The first quarter of 2016 is now behind us, and so far the economic news has been distinctly underwhelming. Both The World Bank and the International Monetary Fund have downgraded their growth forecasts for the year.
— World Bank (@WorldBank) April 14, 2016
Economic "powerhouse" areas like South East Asia are not doing quite as well as expected. We are told that "Slow Growth is the New Normal". Except if you are in Latin America of course, where there is hardly any growth at all.
Economic forecasts are all very well, but how does it feel to people on the ground? Each month, Ipsos asks citizens around the world to give their own assessments of how things are going: how would you describe the current economic situation in your country?
Looking at the overall figures, at first it feels like quite a stable picture. Ipsos' March Economic Pulse of the World finds some 37% of consumers across 27 countries, describing the economic situation in their country as "good". In December, it was 39%. A year ago, 39%.
But what we are dealing with here is not a picture of global uniformity. Things feel very different depending on where in the world you are living.
Take Britain, for example. It now comes in at a creditable 7th place, with 49% of the public saying the economy is in "good" shape. This marks something of a transformation in recent years: in March 2013, that figure stood at just 12%. It's a finding which sheds some light on how the Conservative party was able to achieve what it did at the general election last year.
In Europe, Sweden and Germany remain the star performers, although it's worth noting that ratings are generally lower than they were in 2014 and 2015. Polish and Russian citizens are rather less positive, with favourable ratings running only in the high twenties. Russia's scores are certainly well down on the levels two years ago. But, whatever the country's economic difficulties, the picture is still more positive than in Spain, Italy and France, where we find barely one in seven willing to give their economy a "good" rating.
At the other end of the rating scale, online consumers in Saudi Arabia and India remain the most favourable of all, with over eight in ten giving the green light to their country's economic performance. India's economy has now been registering around 80% "good" ratings in our survey for 18 months now. And, with the IMF projecting it to grow by a further seven per cent this year, this is a trend which is likely to continue.
In North America, the big story is that the United States has overtaken Canada. However grumpy they may be feeling about their politicians, Americans have become gradually more positive about the state of their economy in recent years. Meanwhile, Canadians have become gloomier. The March figure of 36% "good" marks a fall from 51% in December 2015 and 61% in March last year.

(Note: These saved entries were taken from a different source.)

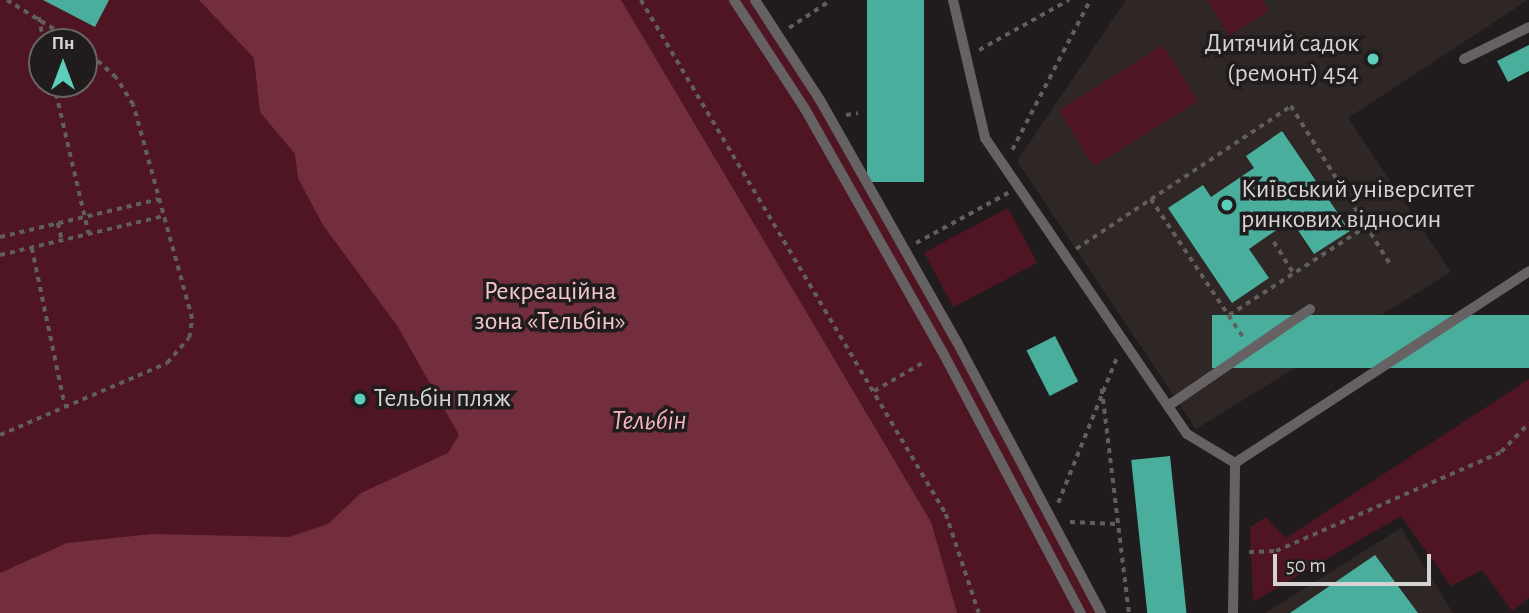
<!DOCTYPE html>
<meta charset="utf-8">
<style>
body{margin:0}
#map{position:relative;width:1529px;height:613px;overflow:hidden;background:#201c1d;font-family:"Alegreya Sans",sans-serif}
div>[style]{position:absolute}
.built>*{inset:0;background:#2f2626}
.green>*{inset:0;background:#4f1523;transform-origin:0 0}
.water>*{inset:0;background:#722e3c}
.building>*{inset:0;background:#4aae9d;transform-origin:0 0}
.path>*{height:3.5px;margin-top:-1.75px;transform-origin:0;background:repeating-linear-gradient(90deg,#615e5e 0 5px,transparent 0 10px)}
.lane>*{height:10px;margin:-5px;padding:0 5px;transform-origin:5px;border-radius:5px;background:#666162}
.dots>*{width:19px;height:19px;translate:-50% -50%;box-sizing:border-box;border:4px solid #201c1d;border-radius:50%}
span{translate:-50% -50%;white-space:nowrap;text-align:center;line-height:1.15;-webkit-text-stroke:7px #201c1d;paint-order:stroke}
.poi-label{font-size:26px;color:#d5d2d2}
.right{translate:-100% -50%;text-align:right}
.left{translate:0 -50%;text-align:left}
.park-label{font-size:26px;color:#f3c7cc}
.water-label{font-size:28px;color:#f6b5be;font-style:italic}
.north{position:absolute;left:28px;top:28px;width:70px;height:70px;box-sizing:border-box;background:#201c1d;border:2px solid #686565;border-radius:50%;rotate:0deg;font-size:19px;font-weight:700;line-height:28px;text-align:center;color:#d5d2d2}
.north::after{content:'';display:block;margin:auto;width:24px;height:32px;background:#5cceba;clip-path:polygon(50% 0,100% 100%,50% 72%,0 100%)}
.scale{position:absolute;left:1273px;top:554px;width:158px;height:32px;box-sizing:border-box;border:4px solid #d5d2d2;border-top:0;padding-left:9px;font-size:21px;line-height:24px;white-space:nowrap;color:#d5d2d2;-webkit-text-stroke:5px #201c1d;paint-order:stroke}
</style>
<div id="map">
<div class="built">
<div style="clip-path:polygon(1126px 0,1528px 0,1348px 118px,1451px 272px,1196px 429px,1017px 161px)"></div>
<div style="clip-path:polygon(1401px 528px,1453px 613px,1265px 613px)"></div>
</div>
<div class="green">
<div style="clip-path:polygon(evenodd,0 0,754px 0,826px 113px,1100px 613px,0 613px,0 0,42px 42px,84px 42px,84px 84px,42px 84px,42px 42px)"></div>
<div style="clip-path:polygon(1207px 0,1262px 0,1269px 11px,1229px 36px)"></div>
<div style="left:1163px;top:45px;width:66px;height:123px;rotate:58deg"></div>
<div style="left:1008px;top:208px;width:62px;height:95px;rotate:62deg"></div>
<div style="clip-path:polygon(1529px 379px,1529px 598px,1512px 611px,1482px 570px,1451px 586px,1401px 516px,1253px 602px,1250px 527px,1266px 517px,1286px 538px)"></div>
</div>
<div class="water">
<div style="clip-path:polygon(199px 0,621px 0,931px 522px,957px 613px,0 613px,0 573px,67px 543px,152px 534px,289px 537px,328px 524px,361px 493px,448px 453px,459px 435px,398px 327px,323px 225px,298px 178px,295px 154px,260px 112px,254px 58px)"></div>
</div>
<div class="building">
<div style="clip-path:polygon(43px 0,109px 0,95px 27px)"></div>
<div style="left:867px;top:0;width:57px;height:182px"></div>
<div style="clip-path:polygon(1529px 45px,1529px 71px,1508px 82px,1497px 61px)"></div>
<div style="clip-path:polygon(1282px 131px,1350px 231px,1314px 254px,1291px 220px,1249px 249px,1269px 278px,1232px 303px,1168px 208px,1203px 185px,1211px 197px,1254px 168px,1246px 156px)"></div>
<div style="left:1529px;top:315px;width:53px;height:317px;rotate:90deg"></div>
<div style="left:1055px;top:336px;width:51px;height:32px;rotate:63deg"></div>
<div style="left:1170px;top:456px;width:158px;height:39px;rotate:84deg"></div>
<div style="clip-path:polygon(1375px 555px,1418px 613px,1290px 613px)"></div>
</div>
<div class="path">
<div style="left:7px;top:0;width:80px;rotate:31.7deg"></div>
<div style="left:641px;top:0;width:598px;rotate:59.32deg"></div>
<div style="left:946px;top:514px;width:104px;rotate:71.6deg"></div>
<div style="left:39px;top:17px;width:25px;rotate:79deg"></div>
<div style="left:789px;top:28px;width:50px;rotate:-33.7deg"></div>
<div style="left:979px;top:50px;width:103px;rotate:-29.1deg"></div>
<div style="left:54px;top:84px;width:154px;rotate:76.9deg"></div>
<div style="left:846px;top:115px;width:12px;rotate:-9deg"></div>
<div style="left:1012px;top:150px;width:169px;rotate:-62.5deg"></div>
<div style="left:1151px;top:199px;width:166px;rotate:56.3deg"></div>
<div style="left:58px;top:223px;width:18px;rotate:77deg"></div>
<div style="left:0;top:237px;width:163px;rotate:-13.4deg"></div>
<div style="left:1274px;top:242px;width:36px;rotate:58deg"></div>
<div style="left:916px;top:243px;width:105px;rotate:-28.5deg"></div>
<div style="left:32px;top:248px;width:161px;rotate:78.2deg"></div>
<div style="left:1076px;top:249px;width:258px;rotate:-33.6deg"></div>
<div style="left:1291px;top:106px;width:190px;rotate:57.9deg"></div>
<div style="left:0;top:255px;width:169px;rotate:-13.4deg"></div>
<div style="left:1229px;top:315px;width:164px;rotate:-32.8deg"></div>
<div style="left:1102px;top:389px;width:226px;rotate:83.1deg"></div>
<div style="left:874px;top:391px;width:58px;rotate:-30.1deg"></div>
<div style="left:0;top:435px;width:182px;rotate:-23.3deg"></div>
<div style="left:167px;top:363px;width:33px;rotate:-49deg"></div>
<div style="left:189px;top:338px;width:19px;rotate:-81deg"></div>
<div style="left:192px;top:319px;width:222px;rotate:-105.4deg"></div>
<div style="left:133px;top:105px;width:32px;rotate:-122deg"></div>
<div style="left:116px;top:78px;width:43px;rotate:-137.8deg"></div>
<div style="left:1058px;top:503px;width:157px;rotate:-68deg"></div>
<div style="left:1070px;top:522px;width:47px;rotate:2.4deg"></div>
<div style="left:1249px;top:552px;width:27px;rotate:-2deg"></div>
<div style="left:1276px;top:551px;width:246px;rotate:-23.7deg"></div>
<div style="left:1501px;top:452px;width:40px;rotate:-46deg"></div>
</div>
<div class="lane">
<div style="left:734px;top:0;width:130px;rotate:56.9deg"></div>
<div style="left:805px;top:109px;width:278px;rotate:60.5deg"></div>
<div style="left:942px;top:351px;width:297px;rotate:62.1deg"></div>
<div style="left:755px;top:0;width:119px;rotate:57deg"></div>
<div style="left:820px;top:100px;width:278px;rotate:60.5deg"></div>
<div style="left:957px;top:342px;width:307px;rotate:62deg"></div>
<div style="left:953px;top:0;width:142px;rotate:76.9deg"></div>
<div style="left:985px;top:138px;width:358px;rotate:55.7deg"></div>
<div style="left:1187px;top:434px;width:56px;rotate:31.1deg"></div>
<div style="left:1464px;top:59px;width:72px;rotate:-26.2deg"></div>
<div style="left:1168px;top:406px;width:172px;rotate:-34.3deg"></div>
<div style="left:1233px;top:613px;width:150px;rotate:-89.2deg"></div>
<div style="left:1235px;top:463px;width:351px;rotate:-33.1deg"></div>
</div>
<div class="dots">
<div style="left:1373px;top:59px;background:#5cceba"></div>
<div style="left:1227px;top:205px;background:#5cceba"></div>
<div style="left:360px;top:399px;background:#5cceba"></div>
</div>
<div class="poi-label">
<span class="right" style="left:1359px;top:59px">Дитячий садок<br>(ремонт) 454</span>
<span class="left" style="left:1241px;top:205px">Київський університет<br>ринкових відносин</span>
<span class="left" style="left:374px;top:399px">Тельбін пляж</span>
</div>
<div class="park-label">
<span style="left:550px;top:307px">Рекреаційна<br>зона «Тельбін»</span>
</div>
<div class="water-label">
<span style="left:649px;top:421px">Тельбін</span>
</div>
<div class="north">Пн</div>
<div class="scale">50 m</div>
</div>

But it is in Latin America where the results are most worrying. In India we saw that positive sentiment is powered by a period of growth. In recession-hit Brazil, the opposite is the case. As recently as March 2013, 48% of Brazilians gave their economy a "good" rating. Three years on, that figure stands at 7%.
And the picture elsewhere isn't great either. In Argentina our "feelgood score" has fallen from 27% to 15% in just the last three months. Mexico also lies towards the lower end of the country league table.
Perhaps things can only get better? Well, in Brazil we do find that 53% expect to see an improvement over the next six months. Could this be a lead indicator which suggests the worst is over? We need to be cautious here. Three years ago, some 70% of Brazilians thought things would improve: the economy then went into freefall. So we need some other evidence before we can start to see green shoots, and with the country currently in political turmoil, this may be hard to find.
If there's one thing this long-running Economic Pulse survey has told us, it's that the public around the world give pretty accurate assessments of how their economy is doing: when things are going well, they notice, and they tell us so in our surveys. When the economic weather gets rough, the sentiment scores go into reverse. What they are less good at is predicting how things are going to look in the future. A reminder that, although, their own track record may not be without its blemishes, there is still a need for economists.
The UK Government alone employs 1,000 of them!